Without knowing which neural structures are targeted by a given tES protocol, attempts to improve its efficacy would likely remain guesswork. CFMs have been hugely insightful in this regard, enabling researchers to quantify intra- (E-field across the cortex itself) and inter-individual variability in applied current. Through open-access, freely available CFM software, researchers can begin to control E-field magnitude in a region of interest by adjusting stimulation intensity, enhance focality by using multi-electrode montages, and direct current in a desired orientation relative to a target structure. These parameters can be prescribed by the researcher or suggested by the model itself.

CFMs are thereby facilitating a move away from historical norms which prevent mechanistically informed study design, such as binary ideas of stimulation effects propagated by the language ‘anodal’ and ‘cathodal’ tES. They have enabled a shift from group-level design—applying a fixed intensity and electrode montage to everyone—to personalised tES application. Within-group variability, often masked by group-level analyses, can now be quantified and reduced.

That said, it is by no means clear that CFMs improve stimulation outcomes. Research showing a relationship between E-field magnitude in a cortical target and physiological outcomes hints that we are on the right track [42]. Yet it remains unclear which parameters should be prioritised by the CFM user for optimisation, and how these parameters differ across different populations with fundamental anatomical and functional differences. A greater number of CFM-informed tES studies, which control for the multi-variate characteristics of endogenous current (magnitude, spatial distribution, and direction), is necessary to determine the role of CFM in the future of tES. Though progress is limited without the inclusion of modelled functional state, CFM-informed studies will bring us closer to knowing whether CFMs improve tES application and by extension, tES efficacy.

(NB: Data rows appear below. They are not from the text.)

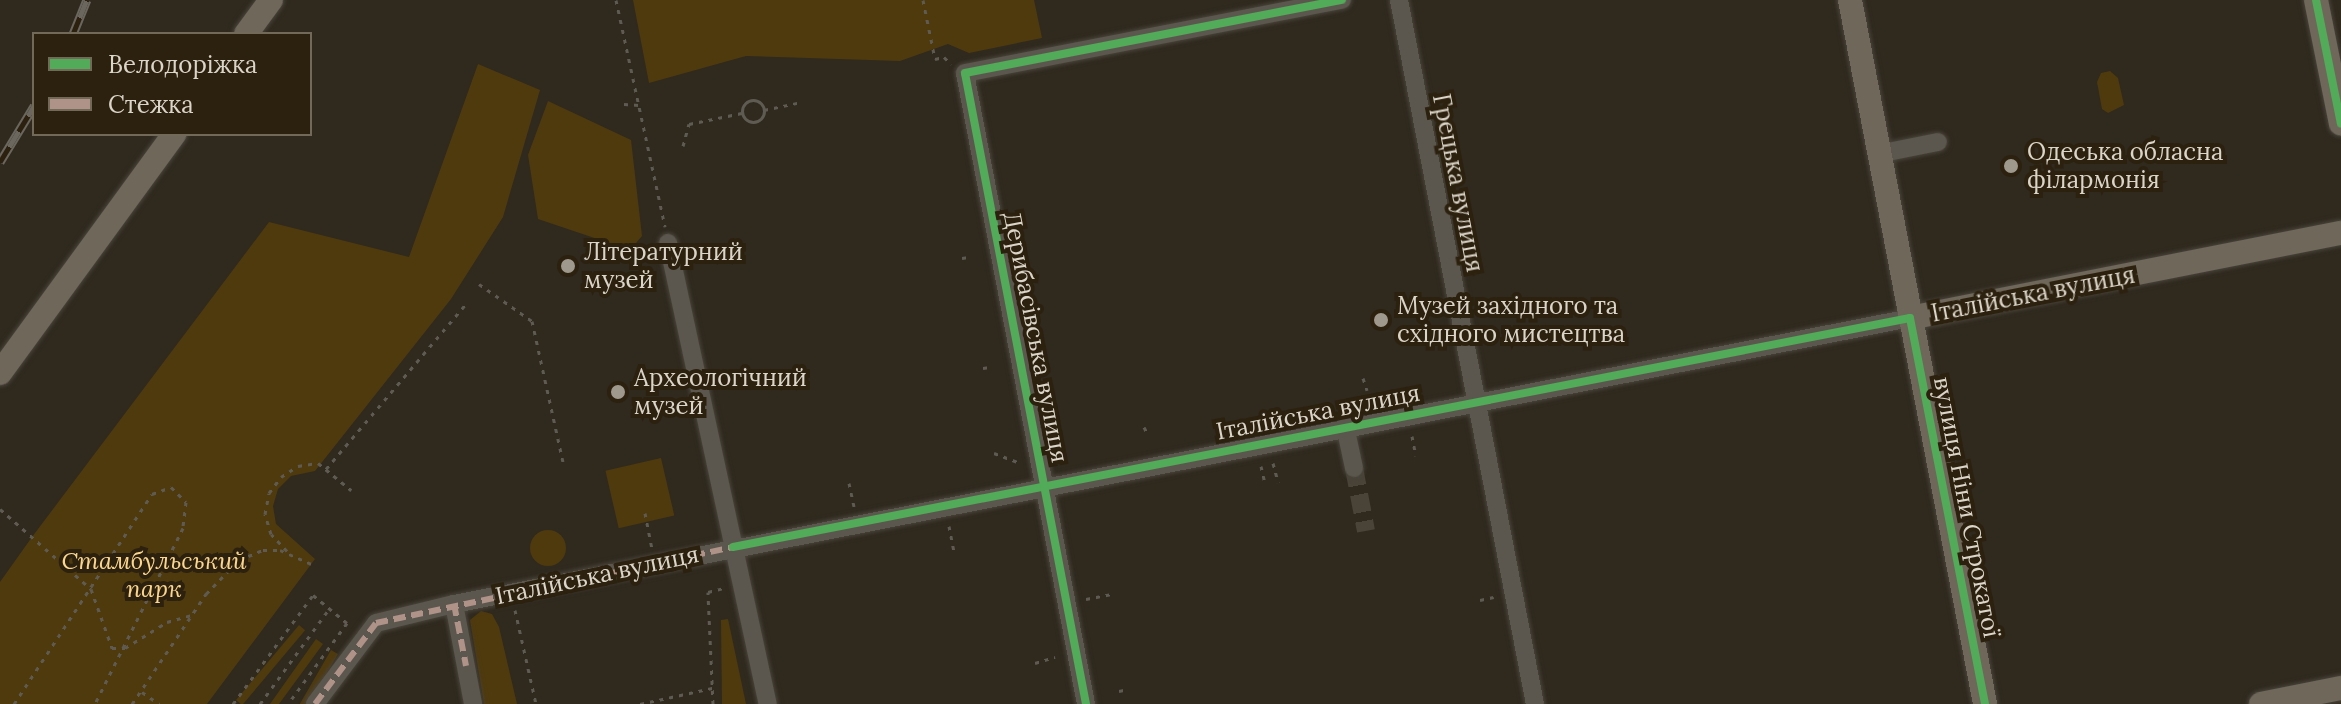 <!DOCTYPE html>
<meta charset="utf-8">
<style>
body{margin:0}
#map{position:relative;width:2341px;height:704px;overflow:hidden;background:#2f291e;font-family:Lora,serif}
div>[style]{position:absolute}
.green>*{inset:0;background:#4f3a0e;transform-origin:0 0}
.round{border-radius:50%}
.minor-tunnel>*{height:18px;margin-top:-9px;transform-origin:0;background:repeating-linear-gradient(90deg,#494338 0 18px,transparent 0 27px)}
.path>*{height:3px;margin-top:-1.5px;transform-origin:0;background:repeating-linear-gradient(90deg,#5f5b53 0 4px,transparent 0 10px)}
.path>.ring{margin:-1.5px;padding:0;box-sizing:content-box;background:none;border:3px solid #5f5b53;border-radius:50%}
.roads{filter:drop-shadow(0 0 2px #49443b) drop-shadow(0 0 2px #49443b)}
.minor>*{height:18px;margin:-9px;padding:0 9px;transform-origin:9px;border-radius:9px;background:#5c574e}
.major>*{height:24px;margin:-12px;padding:0 12px;transform-origin:12px;border-radius:12px;background:#6e675a}
.rail>*{height:9px;margin-top:-4.5px;transform-origin:0;background:repeating-linear-gradient(90deg,#2c210e 0 18px,#6b675f 0 36px);box-sizing:border-box;border-block:2px solid #6b675f}
.quiet>*{height:6px;margin-top:-3px;transform-origin:0;background:repeating-linear-gradient(90deg,#af9288 0 12px,transparent 0 18px)}
.cycleway>*{height:8px;margin:-4px;padding:0 4px;transform-origin:4px;border-radius:4px;background:#51ab58}
.dots>*{width:22px;height:22px;translate:-50% -50%;box-sizing:border-box;border:4px solid #2c210e;border-radius:50%}
span{translate:-50% -50%;white-space:nowrap;text-align:center;line-height:1.15;-webkit-text-stroke:8px #2c210e;paint-order:stroke}
.poi-label{font-size:24px;color:#dbd4c8}
.left{translate:0 -50%;text-align:left}
.street-label{font-size:24px;color:#dbd4c8}
.park-label{font-size:24px;color:#fdd68e;font-style:italic}
.legend{position:absolute;left:32px;top:32px;width:280px;height:104px;box-sizing:border-box;background:#2c210e;border:2px solid #726958;margin:0;padding:10px 14px;list-style:none;font-size:24px;color:#dbd4c8}
.legend li{display:flex;align-items:center;gap:16px;height:40px}
.legend b{width:40px;border:2px solid #726958}
</style>
<div id="map">
<div class="green">
<div style="clip-path:polygon(633px 0,1034px 0,1042px 38px,969px 53px,948px 44px,900px 61px,746px 56px,649px 83px)"></div>
<div style="clip-path:polygon(478px 64px,540px 90px,503px 217px,451px 299px,315px 471px,291px 476px,278px 489px,273px 506px,276px 524px,315px 559px,207px 704px,0 704px,0 582px,32px 537px,269px 222px,409px 257px)"></div>
<div style="clip-path:polygon(2110px 71px,2118px 78px,2124px 105px,2108px 113px,2102px 109px,2097px 82px,2101px 73px)"></div>
<div style="clip-path:polygon(548px 101px,631px 140px,642px 236px,630px 250px,538px 219px,528px 155px)"></div>
<div style="left:661px;top:458px;width:59px;height:57px;rotate:77deg"></div>
<div class="round" style="left:530px;top:530px;width:36px;height:36px"></div>
<div style="clip-path:polygon(481px 611px,492px 614px,499px 627px,517px 704px,484px 704px,470px 620px)"></div>
<div style="clip-path:polygon(728px 619px,746px 704px,722px 704px,721px 620px)"></div>
<div style="left:299px;top:625px;width:8px;height:98px;rotate:40deg"></div>
<div style="clip-path:polygon(316px 639px,323px 644px,279px 704px,270px 704px)"></div>
<div style="left:331px;top:650px;width:8px;height:66px;rotate:30deg"></div>
</div>
<div class="minor-tunnel">
<div style="left:1354px;top:468px;width:64px;rotate:79.2deg"></div>
</div>
<div class="path">
<div style="left:616px;top:0;width:232px;rotate:77.8deg"></div>
<div style="left:923px;top:0;width:60px;rotate:78.5deg"></div>
<div style="left:935px;top:59px;width:9px;rotate:-13deg"></div>
<div style="left:944px;top:57px;width:10px;rotate:45deg"></div>
<div class="ring" style="left:742px;top:100px;width:19px;height:19px"></div>
<div style="left:624px;top:104px;width:15px;rotate:4deg"></div>
<div style="left:764px;top:110px;width:39px;rotate:-12deg"></div>
<div style="left:683px;top:146px;width:23px;rotate:-75deg"></div>
<div style="left:689px;top:124px;width:54px;rotate:-11.7deg"></div>
<div style="left:962px;top:258px;width:7px;rotate:-8deg"></div>
<div style="left:479px;top:284px;width:65px;rotate:34.9deg"></div>
<div style="left:532px;top:321px;width:144px;rotate:77.6deg"></div>
<div style="left:983px;top:368px;width:7px;rotate:-8deg"></div>
<div style="left:1363px;top:378px;width:13px;rotate:72deg"></div>
<div style="left:1144px;top:427px;width:7px;rotate:63deg"></div>
<div style="left:1412px;top:436px;width:20px;rotate:79deg"></div>
<div style="left:994px;top:453px;width:26px;rotate:21deg"></div>
<div style="left:1273px;top:463px;width:20px;rotate:75deg"></div>
<div style="left:1261px;top:466px;width:18px;rotate:77deg"></div>
<div style="left:326px;top:469px;width:215px;rotate:-49.7deg"></div>
<div style="left:849px;top:483px;width:24px;rotate:78deg"></div>
<div style="left:0;top:509px;width:121px;rotate:41.3deg"></div>
<div style="left:91px;top:589px;width:63px;rotate:70.4deg"></div>
<div style="left:112px;top:648px;width:13px"></div>
<div style="left:125px;top:648px;width:49px;rotate:-31.8deg"></div>
<div style="left:167px;top:622px;width:26px;rotate:-16deg"></div>
<div style="left:645px;top:513px;width:37px;rotate:79deg"></div>
<div style="left:949px;top:526px;width:26px;rotate:79deg"></div>
<div style="left:287px;top:551px;width:23px;rotate:-133deg"></div>
<div style="left:271px;top:534px;width:21px;rotate:-107deg"></div>
<div style="left:265px;top:514px;width:21px;rotate:-79deg"></div>
<div style="left:269px;top:493px;width:20px;rotate:-53deg"></div>
<div style="left:281px;top:477px;width:20px;rotate:-33deg"></div>
<div style="left:298px;top:466px;width:20px;rotate:-9deg"></div>
<div style="left:318px;top:463px;width:43px;rotate:39.3deg"></div>
<div style="left:1086px;top:599px;width:25px;rotate:-11deg"></div>
<div style="left:1480px;top:600px;width:14px;rotate:-12deg"></div>
<div style="left:515px;top:610px;width:96px;rotate:77.4deg"></div>
<div style="left:1035px;top:663px;width:21px;rotate:-17deg"></div>
<div style="left:1119px;top:691px;width:10px;rotate:-11deg"></div>
<div style="left:142px;top:692px;width:21px;rotate:35deg"></div>
<div style="left:14px;top:704px;width:251px;rotate:-56.7deg"></div>
<div style="left:152px;top:494px;width:20px;rotate:-20deg"></div>
<div style="left:171px;top:487px;width:21px;rotate:45deg"></div>
<div style="left:186px;top:502px;width:26px;rotate:97deg"></div>
<div style="left:183px;top:528px;width:197px;rotate:116.6deg"></div>
<div style="left:132px;top:704px;width:133px;rotate:-56.1deg"></div>
<div style="left:206px;top:594px;width:47px;rotate:-45.9deg"></div>
<div style="left:239px;top:560px;width:26px;rotate:-23deg"></div>
<div style="left:263px;top:550px;width:17px"></div>
<div style="left:280px;top:550px;width:34px;rotate:24deg"></div>
<div style="left:233px;top:704px;width:135px;rotate:-53.7deg"></div>
<div style="left:313px;top:595px;width:44px;rotate:39.5deg"></div>
<div style="left:347px;top:623px;width:100px;rotate:126.1deg"></div>
<div style="left:260px;top:704px;width:117px;rotate:-54deg"></div>
<div style="left:640px;top:704px;width:74px;rotate:-12.5deg"></div>
<div style="left:713px;top:704px;width:112px;rotate:-92.6deg"></div>
<div style="left:708px;top:592px;width:16px;rotate:-14deg"></div>
</div>
<div class="roads">
<div class="minor">
<div style="left:1399px;top:0;width:717px;rotate:79.07deg"></div>
<div style="left:1878px;top:154px;width:61px;rotate:-11.3deg"></div>
<div style="left:668px;top:243px;width:472px;rotate:77.8deg"></div>
<div style="left:1345px;top:426px;width:43px;rotate:77.9deg"></div>
<div style="left:454px;top:604px;width:102px;rotate:79.2deg"></div>
<div style="left:315px;top:704px;width:101px;rotate:-53deg"></div>
<div style="left:376px;top:623px;width:80px;rotate:-13.7deg"></div>
<div style="left:454px;top:604px;width:1484px;rotate:-11.11deg"></div>
<div style="left:1086px;top:704px;width:642px;rotate:-100.86deg"></div>
<div style="left:965px;top:73px;width:384px;rotate:-11deg"></div>
</div>
<div class="major">
<div style="left:1850px;top:0;width:717px;rotate:79.14deg"></div>
<div style="left:2316px;top:0;width:126px;rotate:78.6deg"></div>
<div style="left:246px;top:34px;width:42px;rotate:-53.7deg"></div>
<div style="left:1910px;top:318px;width:439px;rotate:-11.2deg"></div>
<div style="left:0;top:373px;width:296px;rotate:-53.9deg"></div>
<div style="left:2261px;top:704px;width:82px;rotate:-11.3deg"></div>
</div>
</div>
<div class="rail">
<div style="left:73px;top:34px;width:37px;rotate:-68deg"></div>
<div style="left:0;top:162px;width:66px;rotate:-58.7deg"></div>
</div>
<div class="quiet">
<div style="left:454px;top:604px;width:63px;rotate:79deg"></div>
<div style="left:315px;top:704px;width:101px;rotate:-53deg"></div>
<div style="left:376px;top:623px;width:365px;rotate:-12deg"></div>
</div>
<div class="cycleway">
<div style="left:2316px;top:0;width:126px;rotate:78.6deg"></div>
<div style="left:733px;top:547px;width:1199px;rotate:-11.01deg"></div>
<div style="left:1910px;top:318px;width:393px;rotate:79deg"></div>
<div style="left:1086px;top:704px;width:642px;rotate:-100.86deg"></div>
<div style="left:965px;top:73px;width:384px;rotate:-11deg"></div>
</div>
<div class="dots">
<div style="left:2011px;top:166px;background:#9f988c"></div>
<div style="left:568px;top:266px;background:#9f988c"></div>
<div style="left:1381px;top:320px;background:#9f988c"></div>
<div style="left:618px;top:392px;background:#9f988c"></div>
</div>
<div class="poi-label">
<span class="left" style="left:2027px;top:166px">Одеська обласна<br>філармонія</span>
<span class="left" style="left:584px;top:266px">Літературний<br>музей</span>
<span class="left" style="left:1397px;top:320px">Музей західного та<br>східного мистецтва</span>
<span class="left" style="left:634px;top:392px">Археологічний<br>музей</span>
</div>
<div class="street-label">
<span style="left:1458px;top:183px;rotate:79deg">Грецька вулиця</span>
<span style="left:2033px;top:294px;rotate:-11deg">Італійська вулиця</span>
<span style="left:1036px;top:337px;rotate:79deg">Дерибасівська вулиця</span>
<span style="left:1318px;top:412px;rotate:-11deg">Італійська вулиця</span>
<span style="left:1967px;top:507px;rotate:79deg">вулиця Ніни Строкатої</span>
<span style="left:597px;top:575px;rotate:-12deg">Італійська вулиця</span>
</div>
<div class="park-label">
<span style="left:154px;top:575px">Стамбульський<br>парк</span>
</div>
<ul class="legend">
<li><b style="height:10px;background:#51ab58"></b>Велодоріжка</li>
<li><b style="height:10px;background:#af9288"></b>Стежка</li>
</ul>
</div>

As CFM improves and develops, it is likely that it will also become more complex. With this progress comes a risk that features which originally popularised tES, namely that it is inexpensive and easy to use, will be lost. For example, individualised CFM alone requires a high-resolution structural MRI of a subject’s brain, specialist software, and user expertise. The increased control of E-field achieved in simulations will require complex multi-electrode tES and neuronavigation equipment for implementation in practical settings, which is not yet readily available. The evolving demands of informed CFM user decision-making, the need for quality MRI scans, accounting for patient-specific changes in neuroanatomy and underlying brain state, and a link between CFM and physiological models of stimulation outcomes, may render the widespread use of tES in clinical settings impractical.

If CFM in its current form is found to improve tES outcomes by allowing users to predict current flow and achieve targeted, individualised stimulation, the benefits of its use must outweigh the burden of additional equipment, expertise, and time required to implement it. Without these gains, the future of tES as an effective, practical, and financially viable therapeutic technique is uncertain.